- [What needs to be done]
Print the data exactly as it is given, please.

[Stored data entries]

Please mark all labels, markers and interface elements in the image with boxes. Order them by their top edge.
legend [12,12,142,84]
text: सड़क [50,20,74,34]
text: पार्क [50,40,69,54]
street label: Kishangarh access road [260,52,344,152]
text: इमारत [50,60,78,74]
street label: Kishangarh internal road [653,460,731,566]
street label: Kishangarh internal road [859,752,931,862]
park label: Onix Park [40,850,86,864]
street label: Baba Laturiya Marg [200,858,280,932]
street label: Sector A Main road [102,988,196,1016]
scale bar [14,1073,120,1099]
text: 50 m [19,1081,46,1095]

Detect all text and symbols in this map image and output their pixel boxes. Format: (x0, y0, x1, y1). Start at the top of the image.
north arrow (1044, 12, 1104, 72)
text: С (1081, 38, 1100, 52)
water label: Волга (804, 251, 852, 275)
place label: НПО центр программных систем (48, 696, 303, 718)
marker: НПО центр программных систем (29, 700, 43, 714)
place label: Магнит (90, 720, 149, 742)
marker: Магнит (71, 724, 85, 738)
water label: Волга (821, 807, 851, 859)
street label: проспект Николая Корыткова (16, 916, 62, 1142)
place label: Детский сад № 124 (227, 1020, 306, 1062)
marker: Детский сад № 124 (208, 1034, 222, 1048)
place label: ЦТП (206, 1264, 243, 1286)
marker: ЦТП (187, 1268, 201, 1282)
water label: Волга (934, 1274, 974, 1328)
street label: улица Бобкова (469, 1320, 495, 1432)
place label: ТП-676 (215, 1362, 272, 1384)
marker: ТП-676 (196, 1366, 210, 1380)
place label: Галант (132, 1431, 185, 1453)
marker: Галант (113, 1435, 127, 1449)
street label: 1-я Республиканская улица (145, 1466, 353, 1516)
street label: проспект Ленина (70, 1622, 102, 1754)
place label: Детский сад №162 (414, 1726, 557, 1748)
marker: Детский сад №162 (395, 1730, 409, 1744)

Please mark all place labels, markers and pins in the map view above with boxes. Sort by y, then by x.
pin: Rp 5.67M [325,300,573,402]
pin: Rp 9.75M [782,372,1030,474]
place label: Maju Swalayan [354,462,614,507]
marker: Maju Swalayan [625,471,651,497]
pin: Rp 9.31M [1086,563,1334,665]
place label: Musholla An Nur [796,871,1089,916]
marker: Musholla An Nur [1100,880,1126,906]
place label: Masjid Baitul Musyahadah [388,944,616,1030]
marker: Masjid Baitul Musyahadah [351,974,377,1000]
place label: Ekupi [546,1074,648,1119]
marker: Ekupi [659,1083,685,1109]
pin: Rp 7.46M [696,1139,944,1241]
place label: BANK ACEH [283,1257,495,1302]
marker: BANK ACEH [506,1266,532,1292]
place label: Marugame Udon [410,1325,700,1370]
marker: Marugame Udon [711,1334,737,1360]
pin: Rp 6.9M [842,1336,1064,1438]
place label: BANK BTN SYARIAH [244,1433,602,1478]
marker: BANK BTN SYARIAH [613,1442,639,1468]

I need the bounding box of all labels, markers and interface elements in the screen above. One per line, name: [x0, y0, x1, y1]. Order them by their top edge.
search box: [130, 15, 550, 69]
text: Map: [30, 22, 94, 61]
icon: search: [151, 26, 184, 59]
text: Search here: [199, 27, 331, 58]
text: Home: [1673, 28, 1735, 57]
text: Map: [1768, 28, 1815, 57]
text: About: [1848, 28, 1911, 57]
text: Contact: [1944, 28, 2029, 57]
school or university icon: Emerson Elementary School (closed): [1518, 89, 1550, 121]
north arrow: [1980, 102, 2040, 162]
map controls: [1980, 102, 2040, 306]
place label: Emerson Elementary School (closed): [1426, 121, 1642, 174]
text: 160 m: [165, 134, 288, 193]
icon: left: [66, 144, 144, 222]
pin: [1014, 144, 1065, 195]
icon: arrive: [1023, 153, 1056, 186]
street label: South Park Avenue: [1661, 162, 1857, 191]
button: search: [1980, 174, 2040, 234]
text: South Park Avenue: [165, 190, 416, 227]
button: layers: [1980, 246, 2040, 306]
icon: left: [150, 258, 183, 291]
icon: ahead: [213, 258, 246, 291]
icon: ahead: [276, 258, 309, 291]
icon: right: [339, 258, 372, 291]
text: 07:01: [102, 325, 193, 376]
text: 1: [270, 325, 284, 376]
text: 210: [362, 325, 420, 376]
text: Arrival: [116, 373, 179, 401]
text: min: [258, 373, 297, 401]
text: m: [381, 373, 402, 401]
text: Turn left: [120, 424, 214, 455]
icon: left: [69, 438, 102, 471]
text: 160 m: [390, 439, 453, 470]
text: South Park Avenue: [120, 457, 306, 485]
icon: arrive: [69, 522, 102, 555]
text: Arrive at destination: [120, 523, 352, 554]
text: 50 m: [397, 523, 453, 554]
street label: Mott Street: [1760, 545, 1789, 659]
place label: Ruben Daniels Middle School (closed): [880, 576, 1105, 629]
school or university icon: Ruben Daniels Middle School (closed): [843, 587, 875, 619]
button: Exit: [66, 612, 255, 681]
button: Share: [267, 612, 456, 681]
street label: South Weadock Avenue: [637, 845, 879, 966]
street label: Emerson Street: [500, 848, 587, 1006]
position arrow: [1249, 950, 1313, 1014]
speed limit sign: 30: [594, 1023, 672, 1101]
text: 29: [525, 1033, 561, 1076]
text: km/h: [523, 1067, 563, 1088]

- [Problem solution]
Please mark all labels, markers and interface elements in the image with boxes. Order them by their top edge.
legend [12,12,142,84]
text: सड़क [50,20,74,34]
text: पार्क [50,40,69,54]
street label: Kishangarh access road [260,52,344,152]
text: इमारत [50,60,78,74]
street label: Kishangarh internal road [653,460,731,566]
street label: Kishangarh internal road [859,752,931,862]
park label: Onix Park [40,850,86,864]
street label: Baba Laturiya Marg [200,858,280,932]
street label: Sector A Main road [102,988,196,1016]
scale bar [14,1073,120,1099]
text: 50 m [19,1081,46,1095]

Detect all text and symbols in this map image and output their pixel boxes. Format: (x0, y0, x1, y1). Start at the top of the image.
north arrow (1044, 12, 1104, 72)
text: С (1081, 38, 1100, 52)
water label: Волга (804, 251, 852, 275)
place label: НПО центр программных систем (48, 696, 303, 718)
marker: НПО центр программных систем (29, 700, 43, 714)
place label: Магнит (90, 720, 149, 742)
marker: Магнит (71, 724, 85, 738)
water label: Волга (821, 807, 851, 859)
street label: проспект Николая Корыткова (16, 916, 62, 1142)
place label: Детский сад № 124 (227, 1020, 306, 1062)
marker: Детский сад № 124 (208, 1034, 222, 1048)
place label: ЦТП (206, 1264, 243, 1286)
marker: ЦТП (187, 1268, 201, 1282)
water label: Волга (934, 1274, 974, 1328)
street label: улица Бобкова (469, 1320, 495, 1432)
place label: ТП-676 (215, 1362, 272, 1384)
marker: ТП-676 (196, 1366, 210, 1380)
place label: Галант (132, 1431, 185, 1453)
marker: Галант (113, 1435, 127, 1449)
street label: 1-я Республиканская улица (145, 1466, 353, 1516)
street label: проспект Ленина (70, 1622, 102, 1754)
place label: Детский сад №162 (414, 1726, 557, 1748)
marker: Детский сад №162 (395, 1730, 409, 1744)

Please mark all place labels, markers and pins in the map view above with boxes. Sort by y, then by x.
pin: Rp 5.67M [325,300,573,402]
pin: Rp 9.75M [782,372,1030,474]
place label: Maju Swalayan [354,462,614,507]
marker: Maju Swalayan [625,471,651,497]
pin: Rp 9.31M [1086,563,1334,665]
place label: Musholla An Nur [796,871,1089,916]
marker: Musholla An Nur [1100,880,1126,906]
place label: Masjid Baitul Musyahadah [388,944,616,1030]
marker: Masjid Baitul Musyahadah [351,974,377,1000]
place label: Ekupi [546,1074,648,1119]
marker: Ekupi [659,1083,685,1109]
pin: Rp 7.46M [696,1139,944,1241]
place label: BANK ACEH [283,1257,495,1302]
marker: BANK ACEH [506,1266,532,1292]
place label: Marugame Udon [410,1325,700,1370]
marker: Marugame Udon [711,1334,737,1360]
pin: Rp 6.9M [842,1336,1064,1438]
place label: BANK BTN SYARIAH [244,1433,602,1478]
marker: BANK BTN SYARIAH [613,1442,639,1468]

I need the bounding box of all labels, markers and interface elements in the screen above. One per line, name: [x0, y0, x1, y1]. Order them by their top edge.
search box: [130, 15, 550, 69]
text: Map: [30, 22, 94, 61]
icon: search: [151, 26, 184, 59]
text: Search here: [199, 27, 331, 58]
text: Home: [1673, 28, 1735, 57]
text: Map: [1768, 28, 1815, 57]
text: About: [1848, 28, 1911, 57]
text: Contact: [1944, 28, 2029, 57]
school or university icon: Emerson Elementary School (closed): [1518, 89, 1550, 121]
north arrow: [1980, 102, 2040, 162]
map controls: [1980, 102, 2040, 306]
place label: Emerson Elementary School (closed): [1426, 121, 1642, 174]
text: 160 m: [165, 134, 288, 193]
icon: left: [66, 144, 144, 222]
pin: [1014, 144, 1065, 195]
icon: arrive: [1023, 153, 1056, 186]
street label: South Park Avenue: [1661, 162, 1857, 191]
button: search: [1980, 174, 2040, 234]
text: South Park Avenue: [165, 190, 416, 227]
button: layers: [1980, 246, 2040, 306]
icon: left: [150, 258, 183, 291]
icon: ahead: [213, 258, 246, 291]
icon: ahead: [276, 258, 309, 291]
icon: right: [339, 258, 372, 291]
text: 07:01: [102, 325, 193, 376]
text: 1: [270, 325, 284, 376]
text: 210: [362, 325, 420, 376]
text: Arrival: [116, 373, 179, 401]
text: min: [258, 373, 297, 401]
text: m: [381, 373, 402, 401]
text: Turn left: [120, 424, 214, 455]
icon: left: [69, 438, 102, 471]
text: 160 m: [390, 439, 453, 470]
text: South Park Avenue: [120, 457, 306, 485]
icon: arrive: [69, 522, 102, 555]
text: Arrive at destination: [120, 523, 352, 554]
text: 50 m: [397, 523, 453, 554]
street label: Mott Street: [1760, 545, 1789, 659]
place label: Ruben Daniels Middle School (closed): [880, 576, 1105, 629]
school or university icon: Ruben Daniels Middle School (closed): [843, 587, 875, 619]
button: Exit: [66, 612, 255, 681]
button: Share: [267, 612, 456, 681]
street label: South Weadock Avenue: [637, 845, 879, 966]
street label: Emerson Street: [500, 848, 587, 1006]
position arrow: [1249, 950, 1313, 1014]
speed limit sign: 30: [594, 1023, 672, 1101]
text: 29: [525, 1033, 561, 1076]
text: km/h: [523, 1067, 563, 1088]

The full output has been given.